Sure, backup quarterback Anthony Richardson has shown Cam Newton-like flashes of greatness. But he’s also started 1 game in his career, which Florida lost 34-7. He’s also entering spring practice without being assured of the starting job, as last year’s resident starter, Emory Jones, surprised many by electing to remain at Florida to finish his degree rather than to transfer.

Meanwhile, there aren’t proven commodities at any of the playmaker positions. Dameon Pierce dominated Senior Bowl week, confirming what Florida fans already knew about the underutilized running back who finished 2021 with Pro Football Focus’s No. 1running back grade. Pierce’s departure opens the door for one of Florida’s many blue-chip players at the position, but none are proven.

The same is true of Florida’s receiving corps, which lacks anything resembling an All-SEC caliber player following the transfer of the enigmatic but immensely talented Jacob Copeland to Maryland.

In other words, finding a “face of the Florida program” requires due diligence and a consideration of how Florida will change schematically in the Napier era. It also requires a bit of calculated soothsaying, where SDS looks at players who have shown potential and ventures a guess as to who knocks the door down and hits their ceiling in 2022.

Here are 5 candidates to break out and become the face of the Gators in 2022.

1. DT Gervon Dexter

Probably the most obvious selection, Dexter, who by recruiting service rankings is Florida’s most talented player, also seems its most likely player to break out.

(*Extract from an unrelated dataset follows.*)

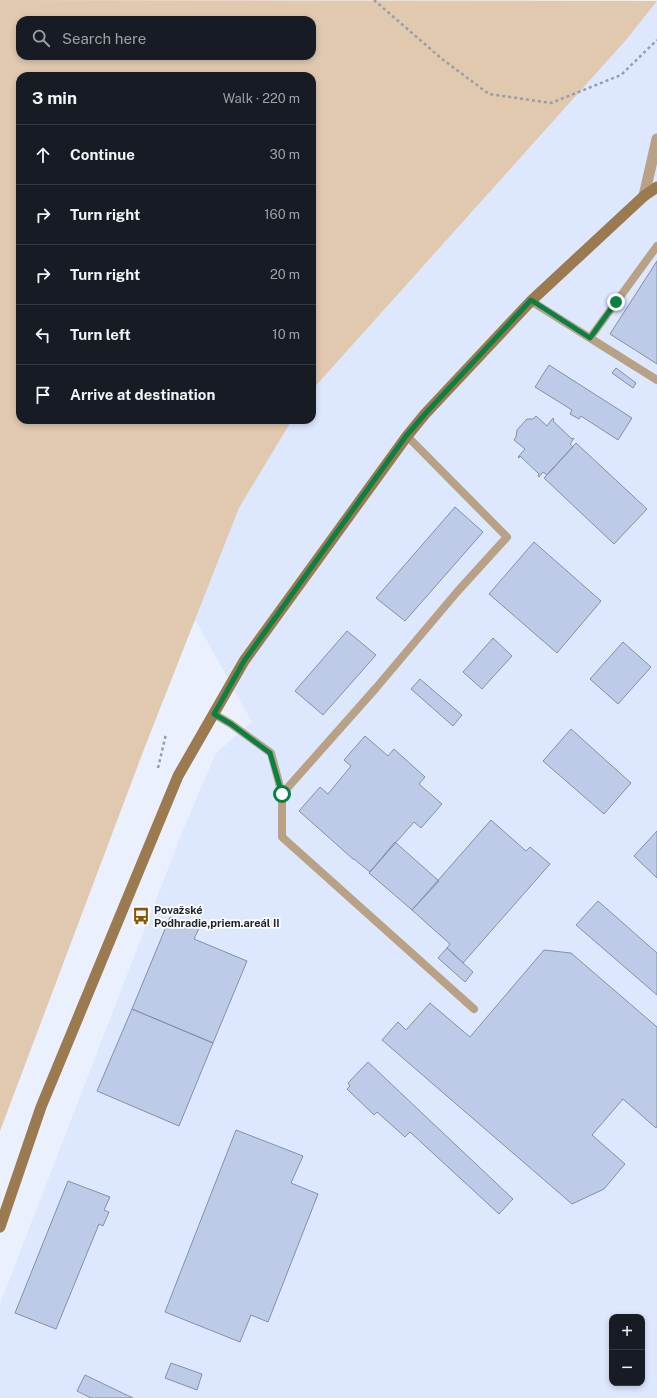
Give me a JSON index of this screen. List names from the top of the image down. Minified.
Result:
{"places":{"bus stop":["Považské Podhradie,priem.areál II"]},"page":{"search":"Search here","heading":["3 min","Walk · 220 m"],"list":[["Continue","30 m"],["Turn right","160 m"],["Turn right","20 m"],["Turn left","10 m"],"Arrive at destination"],"map_buttons":["+","−"]}}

Already the best defensive lineman on the team, Dexter will enter his second season as a starter in 2022. The former 5-star recruit already wins most of his reps based on staggering athleticism for someone his size. He’s quick enough to split gaps as a pass rusher and strong enough to hold the line as a run stopper.

What he lacks is impressive technique. If he improves in that area, he’ll become an All-American caliber player.

The good news? He’ll be coached by Sean Spencer, Florida’s co-defensive coordinator and defensive line coach. Spencer has an NFL pedigree and will work with Dexter to make him someone who can win repetitions based on technique as well.

Dexter is already a football junkie. Couple that with a scheme that rewards talented tackles thanks to simulated blitzes that often prevent double teams, and Dexter should see an uptick in production from the Grantham regime as well.

Dexter is also about to become a father, and as a junior, is playing for NFL Draft position.

All these things combined make him the most likely face of Florida’s program in 2022.

2. CB Jason Marshall Jr.

When preparing this piece, SDS reached out to Dave Waters, the host of the popular Gators Breakdown podcast, to see who among Florida’s players stuck out as someone who could push Dexter for “face of the program” status.

Jason Marshall Jr. was the only player Waters mentioned.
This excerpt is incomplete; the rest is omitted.